— Tu sais ce qui va arriver, Antoine ?
Il désigne la fenêtre.
— Ils vont tous revenir dans un petit moment. La plupart n’auront rien trouvé, bien sûr, mais M. Desmedt, lui, se sera arrêté près du petit chemin, celui qui monte à Saint-Eustache.
Antoine avale sa salive.
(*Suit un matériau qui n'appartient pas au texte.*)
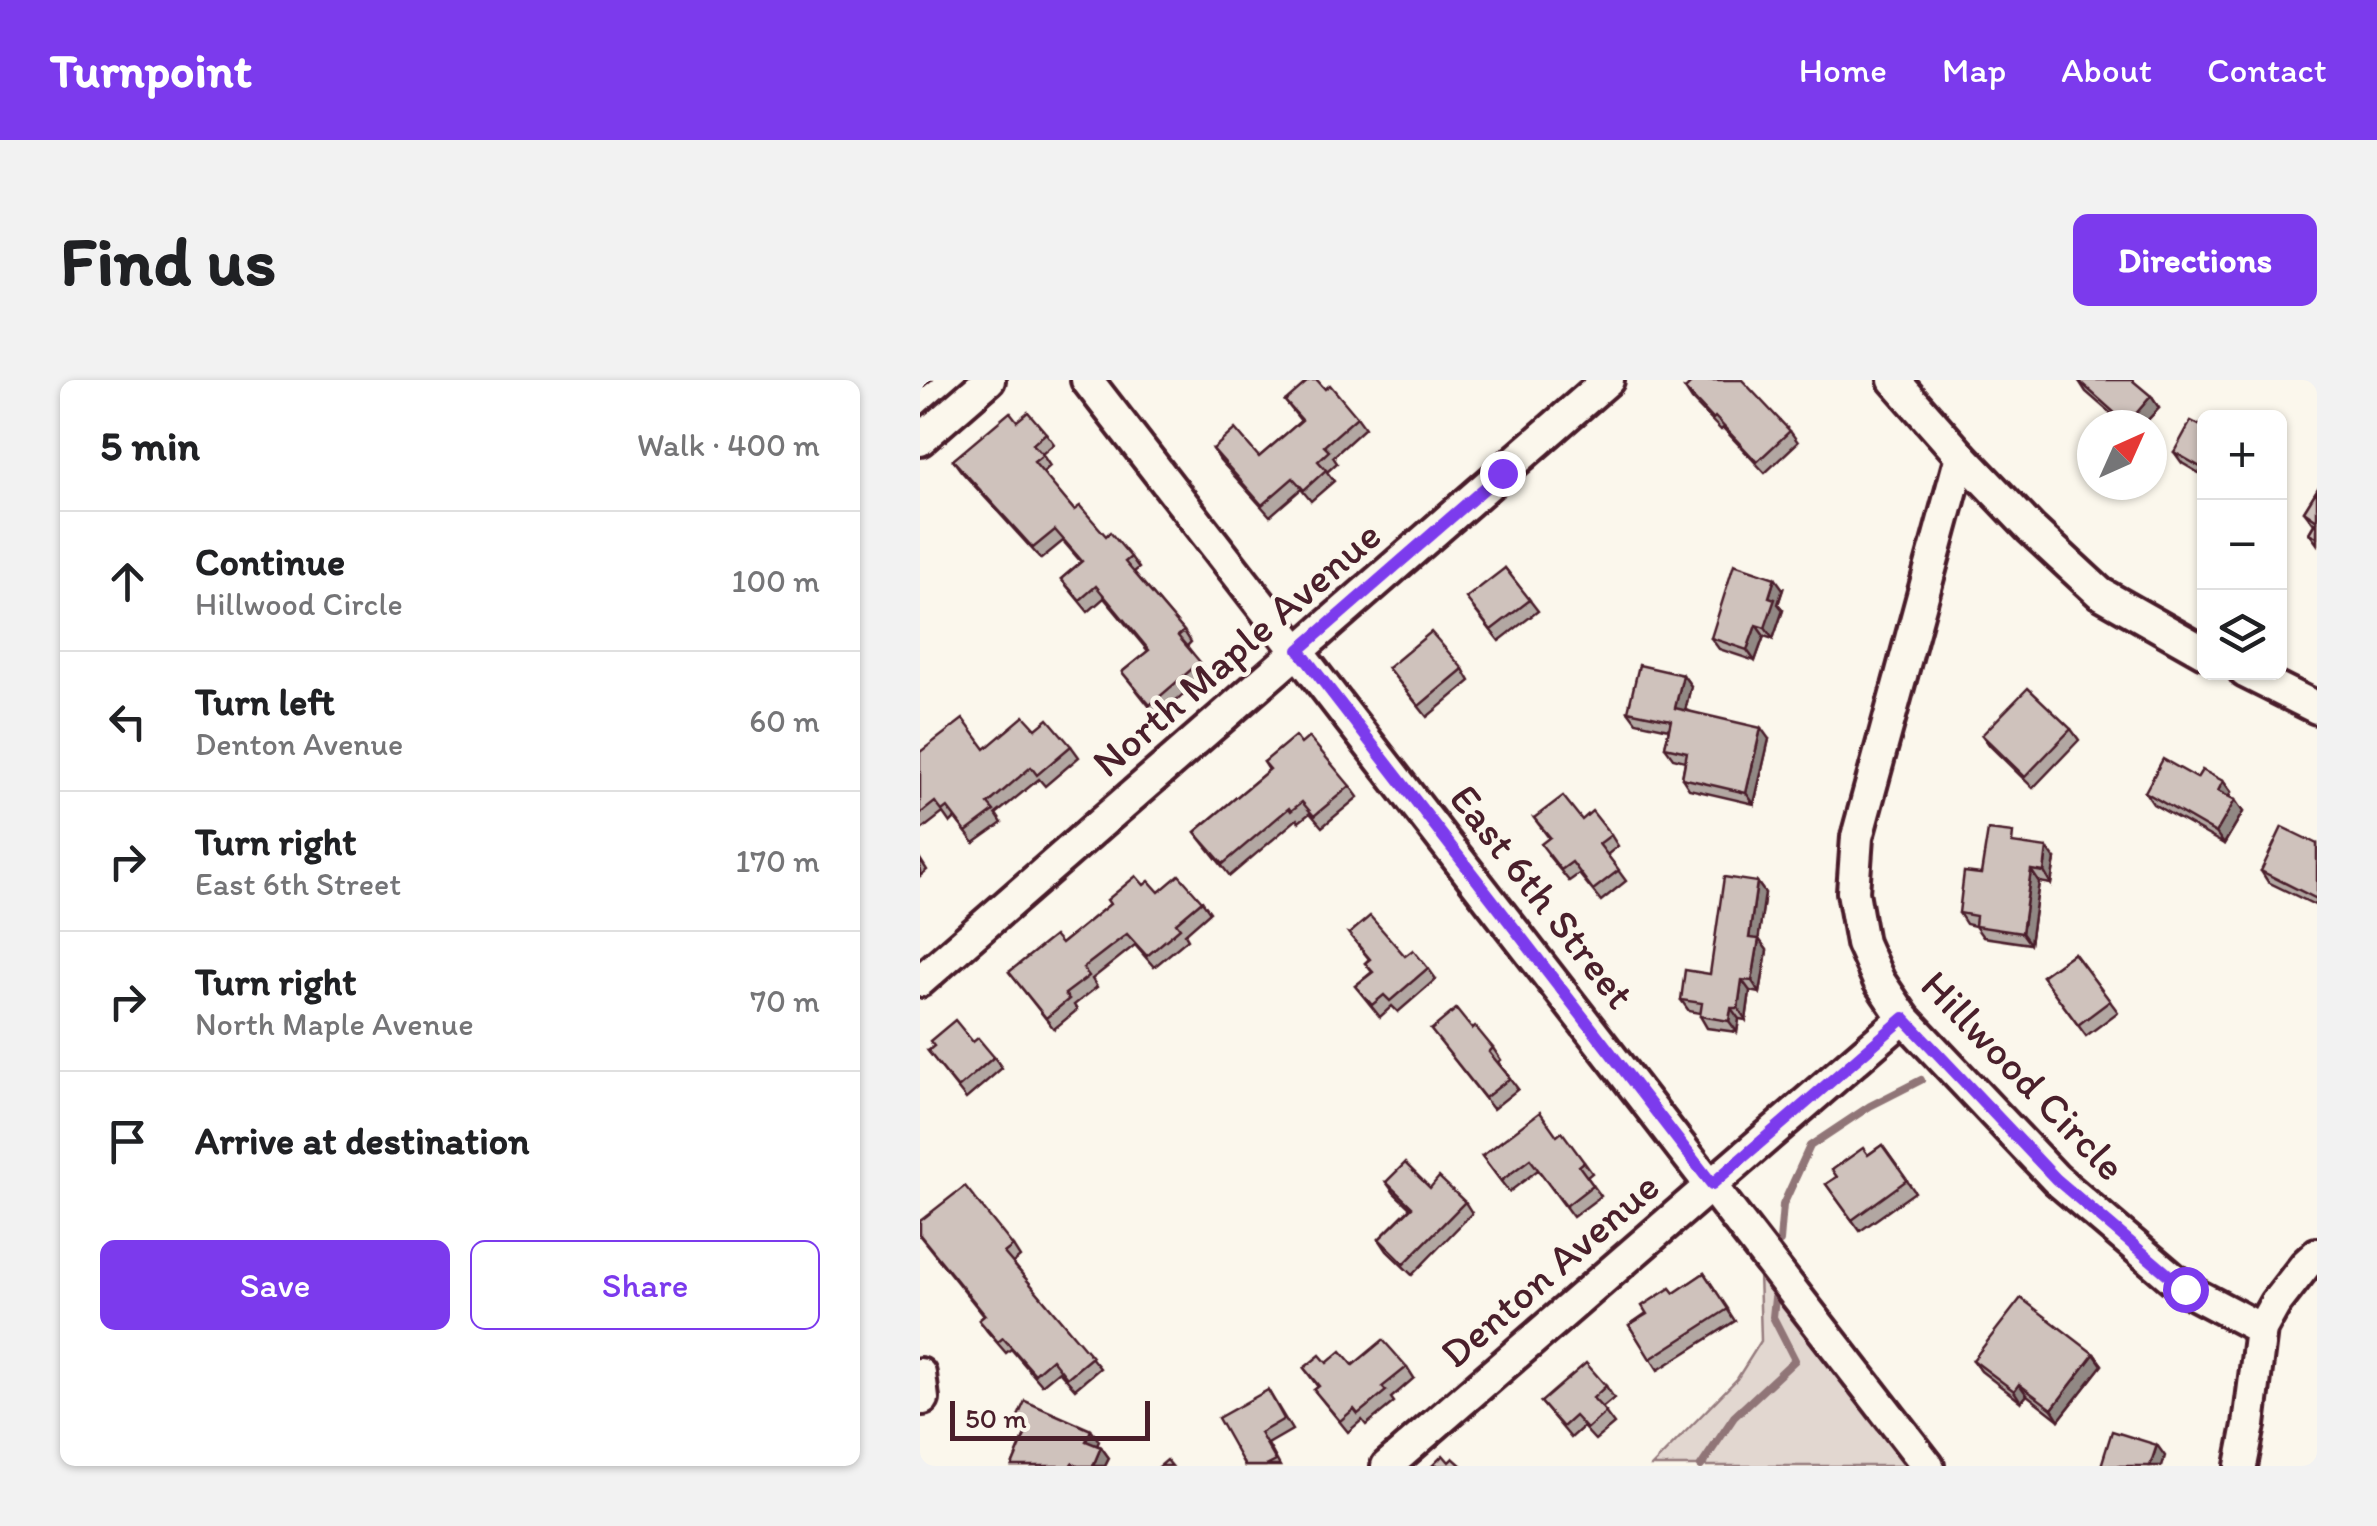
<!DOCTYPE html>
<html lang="en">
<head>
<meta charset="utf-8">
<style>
	:root { --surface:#fff; --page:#f2f2f2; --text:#202124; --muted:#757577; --line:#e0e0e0; --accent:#7c3aed }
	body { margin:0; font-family:Itim,sans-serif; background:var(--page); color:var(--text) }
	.controls { position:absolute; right:30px; top:30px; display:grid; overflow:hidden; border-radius:15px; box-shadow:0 2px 8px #0004 }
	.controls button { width:90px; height:90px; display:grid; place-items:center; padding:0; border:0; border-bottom:2px solid var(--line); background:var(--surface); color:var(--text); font:50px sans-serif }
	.compass { position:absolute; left:1157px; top:30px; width:90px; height:90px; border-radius:50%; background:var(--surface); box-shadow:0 2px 8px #0004; rotate:45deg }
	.scale { position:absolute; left:30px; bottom:25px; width:200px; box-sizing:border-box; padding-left:10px; border:5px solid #4a1f2b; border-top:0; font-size:28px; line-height:35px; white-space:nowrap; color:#4a1f2b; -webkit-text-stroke:8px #fbf7ec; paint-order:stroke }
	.stop { position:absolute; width:30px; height:30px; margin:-22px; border:8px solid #7c3aed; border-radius:50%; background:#fff }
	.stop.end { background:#7c3aed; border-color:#fff; box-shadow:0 2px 10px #0008 }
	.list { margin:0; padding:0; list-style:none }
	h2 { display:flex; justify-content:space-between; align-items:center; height:130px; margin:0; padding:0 40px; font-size:42px }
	h2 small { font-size:32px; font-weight:400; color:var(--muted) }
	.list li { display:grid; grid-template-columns:65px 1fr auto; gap:30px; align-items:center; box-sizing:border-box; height:140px; padding:0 40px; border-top:2px solid var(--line) }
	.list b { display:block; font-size:38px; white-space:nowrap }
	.list p { margin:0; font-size:32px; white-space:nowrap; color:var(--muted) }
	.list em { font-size:32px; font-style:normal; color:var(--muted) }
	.actions { display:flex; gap:20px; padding:30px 40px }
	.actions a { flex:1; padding:22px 0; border:2px solid var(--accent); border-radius:15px; text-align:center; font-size:35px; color:var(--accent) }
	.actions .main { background:var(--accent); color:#fff }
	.icon { flex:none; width:55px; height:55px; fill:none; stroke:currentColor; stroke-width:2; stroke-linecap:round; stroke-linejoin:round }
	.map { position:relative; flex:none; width:1397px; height:1086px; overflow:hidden; border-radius:15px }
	header { display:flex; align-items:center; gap:60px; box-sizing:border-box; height:140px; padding:0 50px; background:var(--accent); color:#fff }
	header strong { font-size:48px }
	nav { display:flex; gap:55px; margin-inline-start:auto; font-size:35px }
	.intro { display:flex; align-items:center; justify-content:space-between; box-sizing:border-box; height:240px; padding:0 60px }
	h1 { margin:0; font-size:70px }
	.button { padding:25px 45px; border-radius:15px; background:var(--accent); color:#fff; font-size:35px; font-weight:700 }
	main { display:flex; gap:60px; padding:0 60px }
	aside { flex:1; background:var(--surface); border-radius:15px; box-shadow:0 2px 8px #0004 }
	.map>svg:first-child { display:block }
	.green { fill:#e2d7d0; stroke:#967b7e; stroke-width:2.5 }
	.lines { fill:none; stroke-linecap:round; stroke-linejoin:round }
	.stream { stroke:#907477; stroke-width:8 }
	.minor-casing { stroke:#4a1f2b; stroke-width:38 }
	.minor { stroke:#fbf7ec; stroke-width:30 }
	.wall { fill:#b2a7a2; stroke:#4a1f2b; stroke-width:2.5 }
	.shaded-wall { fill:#918884; stroke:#4a1f2b; stroke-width:2.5 }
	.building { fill:#cfc2bc; stroke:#4a1f2b; stroke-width:2.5 }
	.route { stroke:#7c3aed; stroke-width:12 }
	.labels { text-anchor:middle; stroke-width:9; stroke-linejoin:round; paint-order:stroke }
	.street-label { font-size:42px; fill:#4a1f2b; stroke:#fbf7ec }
</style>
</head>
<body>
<header>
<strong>Turnpoint</strong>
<nav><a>Home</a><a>Map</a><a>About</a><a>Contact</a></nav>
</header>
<div class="intro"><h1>Find us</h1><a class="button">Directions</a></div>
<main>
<aside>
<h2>5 min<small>Walk · 400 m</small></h2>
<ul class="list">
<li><svg class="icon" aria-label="ahead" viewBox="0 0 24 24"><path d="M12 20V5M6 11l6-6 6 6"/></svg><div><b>Continue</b><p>Hillwood Circle</p></div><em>100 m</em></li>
<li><svg class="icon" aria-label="left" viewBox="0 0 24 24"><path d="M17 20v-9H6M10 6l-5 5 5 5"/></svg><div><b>Turn left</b><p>Denton Avenue</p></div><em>60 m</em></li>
<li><svg class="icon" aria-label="right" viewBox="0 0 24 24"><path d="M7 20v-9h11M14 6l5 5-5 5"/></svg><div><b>Turn right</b><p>East 6th Street</p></div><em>170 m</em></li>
<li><svg class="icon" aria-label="right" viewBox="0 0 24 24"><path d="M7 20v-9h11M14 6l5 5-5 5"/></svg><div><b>Turn right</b><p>North Maple Avenue</p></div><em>70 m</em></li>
<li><svg class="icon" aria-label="arrive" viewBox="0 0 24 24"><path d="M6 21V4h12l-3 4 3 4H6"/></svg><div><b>Arrive at destination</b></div></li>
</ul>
<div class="actions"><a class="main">Save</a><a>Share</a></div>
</aside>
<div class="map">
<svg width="1397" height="1086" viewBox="0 0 1397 1086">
	<rect width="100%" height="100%" fill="#fbf7ec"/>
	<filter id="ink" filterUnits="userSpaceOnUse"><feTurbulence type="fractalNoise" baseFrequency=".01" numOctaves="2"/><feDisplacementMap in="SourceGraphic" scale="20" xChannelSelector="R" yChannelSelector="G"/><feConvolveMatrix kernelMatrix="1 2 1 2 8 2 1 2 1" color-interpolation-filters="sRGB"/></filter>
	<g filter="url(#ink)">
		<polygon class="green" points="839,891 990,1086 732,1086 817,999 841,961"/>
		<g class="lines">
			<g class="stream">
				<polyline points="860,861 863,825 890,766 950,726 1001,700"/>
				<polyline points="781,1086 814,1037 875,980 853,937 855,918"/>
			</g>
			<g class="minor-casing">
				<g id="minor">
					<polyline points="167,0 1008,1086"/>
					<polyline points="974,0 1041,76 1111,149 1180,213 1284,272"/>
					<polyline points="0,60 69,0"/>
					<polyline points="1041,76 937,457 933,512 942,563 959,601 984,638 1136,799 1265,909 1341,949"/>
					<polyline points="1325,292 1397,328"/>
					<polyline points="0,601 688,0"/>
					<polyline points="0,994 3,1019"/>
					<polyline points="467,1086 984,638"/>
					<polyline points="1321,1086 1329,1045 1341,949 1355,924 1386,884 1397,874"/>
				</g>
			</g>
			<use href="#minor" class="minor"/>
		</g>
		<g class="wall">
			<polygon points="0,0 11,0 0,9"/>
			<polygon points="1159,1 1231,16 1239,28 1223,45 1204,45 1166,12"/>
			<polygon points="405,9 437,37 445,48 413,77 417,83 407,92 414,101 391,121 381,109 350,136 300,80 293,69 339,77 381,41 365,21"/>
			<polygon points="765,9 870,51 878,62 845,93 803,48 801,50 772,20"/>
			<polygon points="1284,40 1284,96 1262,83 1254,72 1281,46"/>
			<polygon points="97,41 126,53 134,64 122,74 130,86 122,93 154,130 211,177 219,188 214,192 264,251 271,262 267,266 288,294 237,336 202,292 228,271 184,218 168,232 141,199 161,182 143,161 121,179 41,91 33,80"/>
			<polygon points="1397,110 1397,164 1389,153 1394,144 1384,131"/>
			<polygon points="585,188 618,231 579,261 554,229"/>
			<polygon points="863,209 858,224 863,230 853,259 844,256 835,281 799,269 791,258"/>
			<polygon points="468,288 543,289 550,301 507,337"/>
			<polygon points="763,295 771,306 765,330 849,359 834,424 769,409 762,398 765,381 753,378 745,367 749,349 716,342 708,331"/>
			<polygon points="116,349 151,366 159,377 125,406 119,399 76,434 82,443 54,463 35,438 30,443 23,433 0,451 0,372 65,369"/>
			<polygon points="1151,349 1159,360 1113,408 1070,366 1062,355"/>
			<polygon points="381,364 430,406 438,417 402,447 390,433 379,442 377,439 310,496 275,452 349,390 344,382"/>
			<polygon points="1277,398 1303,401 1311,412 1309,417 1323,432 1304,464 1233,424 1225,412"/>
			<polygon points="614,438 691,455 698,466 687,475 706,501 681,521 659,494 649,501 628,475 629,458"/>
			<polygon points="1101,464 1135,479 1131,504 1119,502 1110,564 1063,557 1055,546 1046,544 1039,533 1061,494"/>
			<polygon points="1397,464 1397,526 1348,502 1341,491"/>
			<polygon points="0,479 7,490 0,496"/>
			<polygon points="837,502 845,513 838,559 847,570 840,613 830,611 826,640 819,639 817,652 787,648 780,636 780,633 769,631 761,620 790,594"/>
			<polygon points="224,505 239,512 282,521 290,532 265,554 268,559 234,587 215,565 172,599 177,607 154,625 157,630 134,649 89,592 141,564 190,524"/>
			<polygon points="429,554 485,576 508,588 516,599 478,632 472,626 460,637 435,606 452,592 445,583 449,579"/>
			<polygon points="1154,573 1198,632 1166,656 1122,596"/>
			<polygon points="552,649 573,668 581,680 578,682 598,709 573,729 511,650"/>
			<polygon points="8,671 74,677 82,688 46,719"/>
			<polygon points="962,765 995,812 940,851 906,804"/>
			<polygon points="562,776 664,782 672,793 667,797 681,816 653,837 618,790 589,812"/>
			<polygon points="466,802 510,808 545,822 552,833 492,895 467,871 459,859 490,828 474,813"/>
			<polygon points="0,841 93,866 100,877 93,883 180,988 155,1009 139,991 122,1005 91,969 86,973 67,951 59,940 64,936 0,856"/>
			<polygon points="784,893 815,941 738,990 709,945"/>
			<polygon points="1174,974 1182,985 1139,1040 1107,1015 1101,1022 1061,991 1053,980"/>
			<polygon points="407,983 487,987 494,998 471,1018 474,1022 446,1045 442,1040 428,1052 394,1010 398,1007 384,988"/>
			<polygon points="686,1006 694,1018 682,1028 694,1044 675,1060 663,1047 651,1058 621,1022"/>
			<polygon points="348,1010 372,1050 348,1064 360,1086 325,1086"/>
			<polygon points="95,1043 179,1061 177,1065 181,1067 189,1078 185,1086 92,1086 105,1055"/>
		</g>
		<g class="shaded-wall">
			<polygon points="1231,16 1239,28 1223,45 1208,45 1207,44"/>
			<polygon points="855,198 863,209 858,224 863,230 853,259 845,248 849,217"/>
			<polygon points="836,245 844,256 835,281 827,270"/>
			<polygon points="763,295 771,306 763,339 755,328"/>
			<polygon points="841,348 849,359 834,424 826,413"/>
			<polygon points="1303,401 1311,412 1306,422 1298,411"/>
			<polygon points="1315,420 1323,432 1304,464 1296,453"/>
			<polygon points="1127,468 1135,479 1131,504 1124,492"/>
			<polygon points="1111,490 1119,502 1110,564 1102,553"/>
			<polygon points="837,502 845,513 837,569 829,558"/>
			<polygon points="839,559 847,570 840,613 832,601"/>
			<polygon points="822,600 830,611 826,640 818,628"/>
			<polygon points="811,628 819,639 817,652 809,641"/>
			<polygon points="1174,974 1182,985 1139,1040 1132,1029"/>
			<polygon points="1099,1004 1107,1015 1101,1022 1094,1011"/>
			<polygon points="171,1050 179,1061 174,1072 166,1061"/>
			<polygon points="1237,1065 1245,1076 1242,1086 1230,1086"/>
			<polygon points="181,1067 189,1078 185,1086 173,1086"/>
		</g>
		<g class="building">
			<polygon points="389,0 397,0 405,9 410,5 437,37 404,66 409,71 398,81 406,90 384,110 373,98 342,125 293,69 315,49 339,77 382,40 365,21"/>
			<polygon points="774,0 822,0 870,51 837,82 795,37 793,39 765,9"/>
			<polygon points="1159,0 1212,0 1231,16 1207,44 1159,1"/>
			<polygon points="90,32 97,41 108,32 126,53 113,64 123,75 114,82 154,130 160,126 186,156 190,152 211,177 205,182 264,251 258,256 280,282 230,325 202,292 229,270 176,206 160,220 141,199 162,181 135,150 113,168 33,80"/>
			<polygon points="1284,40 1284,89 1254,72 1271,41 1281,46"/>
			<polygon points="1397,110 1397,140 1384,131"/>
			<polygon points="1397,140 1397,157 1389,153"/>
			<polygon points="814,184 855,198 849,217 855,219 845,248 836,245 827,270 791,258"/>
			<polygon points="585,188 610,220 571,250 546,218"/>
			<polygon points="511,252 543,289 499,326 468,288"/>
			<polygon points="719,285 763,295 755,328 841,348 826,413 762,398 767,372 745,367 751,340 708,331"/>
			<polygon points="1108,308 1151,349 1105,397 1062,355"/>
			<polygon points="104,336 116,349 128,339 151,366 117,395 111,387 68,424 74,431 46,452 27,427 22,431 15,422 0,434 0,372 43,339 65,369"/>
			<polygon points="375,356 381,364 389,357 430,406 394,436 382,422 371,431 369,428 303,484 275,452 350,389 344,382"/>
			<polygon points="1243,379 1277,398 1282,390 1303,401 1298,411 1315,420 1296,453 1225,412"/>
			<polygon points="643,416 662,440 672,431 691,455 679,464 699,490 673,510 652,482 641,490 621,464 630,457 614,438"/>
			<polygon points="1362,447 1397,464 1397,519 1341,491"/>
			<polygon points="1068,450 1093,453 1092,463 1127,468 1124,492 1111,490 1102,553 1055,546 1056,536 1039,533 1044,492 1061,494"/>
			<polygon points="259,495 282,521 256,543 260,548 227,576 207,554 163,588 169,596 145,614 149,619 126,638 89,592 134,556 141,564 190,524 187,520 216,496 224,505 229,501 239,512"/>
			<polygon points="804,497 837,502 829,558 839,559 832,601 822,600 818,628 811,628 809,641 780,636 782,623 761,620 765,590 790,594"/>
			<polygon points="450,536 485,576 493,570 508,588 470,621 464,615 452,625 435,606 453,592 445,583 450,579 429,554"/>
			<polygon points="1154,573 1190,621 1158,645 1122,596"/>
			<polygon points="536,629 552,649 555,646 573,668 569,672 590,698 565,718 511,650"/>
			<polygon points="35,640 53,662 58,658 74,677 38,708 8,671 14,666 10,661"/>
			<polygon points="620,732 637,756 642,752 664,782 659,786 673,805 646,826 610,779 581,801 562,776"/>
			<polygon points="962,765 987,800 932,840 906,804 917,797 912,790 943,768 948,775"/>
			<polygon points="485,783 510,808 519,797 545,822 484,884 459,859 492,827 466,802"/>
			<polygon points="45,806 93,866 84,873 172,977 147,998 132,979 115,994 83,958 78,962 59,940 65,935 0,855 0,841"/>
			<polygon points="784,893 808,929 730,979 709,945 727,934 722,926 750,908 754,913"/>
			<polygon points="1101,918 1174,974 1132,1029 1099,1004 1094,1011 1053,980"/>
			<polygon points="463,960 487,987 462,1007 466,1011 438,1034 434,1029 420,1041 394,1010 399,1006 384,988 400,975 407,983 421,971 433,985"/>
			<polygon points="666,983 686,1006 673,1018 686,1032 667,1049 655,1036 643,1047 621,1022"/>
			<polygon points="348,1010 364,1039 340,1053 356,1081 346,1086 325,1086 298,1038"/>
			<polygon points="105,1021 171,1050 166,1061 181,1067 173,1086 158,1086 152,1083 150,1086 92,1086 108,1048 95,1043"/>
			<polygon points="1192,1051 1237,1065 1230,1086 1181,1086"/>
			<polygon points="523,1075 529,1082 533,1078 542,1086 512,1086"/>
			<polygon points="247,1080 252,1086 240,1086"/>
		</g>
	</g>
	<g class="lines" filter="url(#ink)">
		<polyline class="route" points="582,93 379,270 792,804 984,638 1136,799 1265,909"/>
	</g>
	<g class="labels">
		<g class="street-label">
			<text transform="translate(316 268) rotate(-41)" y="15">North Maple Avenue</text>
			<text transform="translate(623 516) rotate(52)" y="15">East 6th Street</text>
			<text transform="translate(1104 695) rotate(46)" y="15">Hillwood Circle</text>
			<text transform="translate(629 889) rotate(-41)" y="15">Denton Avenue</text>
		</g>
	</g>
</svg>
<div class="controls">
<button>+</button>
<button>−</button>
<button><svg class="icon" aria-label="layers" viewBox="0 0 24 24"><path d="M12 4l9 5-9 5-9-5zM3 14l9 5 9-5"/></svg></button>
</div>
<svg class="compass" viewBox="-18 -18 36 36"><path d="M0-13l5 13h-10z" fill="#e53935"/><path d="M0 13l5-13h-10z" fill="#757577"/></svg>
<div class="scale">50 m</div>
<div class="stop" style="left:1265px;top:909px"></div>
<div class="stop end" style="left:582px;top:93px"></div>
</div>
</main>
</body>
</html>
Il n’a pas envie qu’on lui raconte la suite, mais le gendarme est décidé à ne rien lui épargner.
— Il va trouver ta montre sur le chemin, alors il va marcher jusqu’au grand hêtre. Il va se pencher, tendre le bras, saisir quelque chose, il va tirer, et qu’est-ce qui va apparaître, Antoine ? Hein, qu’est-ce qui va apparaître ? Le petit Rémi… Tout ce qu’il y a de plus mort. Avec ses mains et ses jambes toutes molles, sa petite tête qui ballotte comme quand il était sur ton dos, tu te souviens ?
Antoine ne peut plus bouger, il ouvre la bouche, mais rien ne sort.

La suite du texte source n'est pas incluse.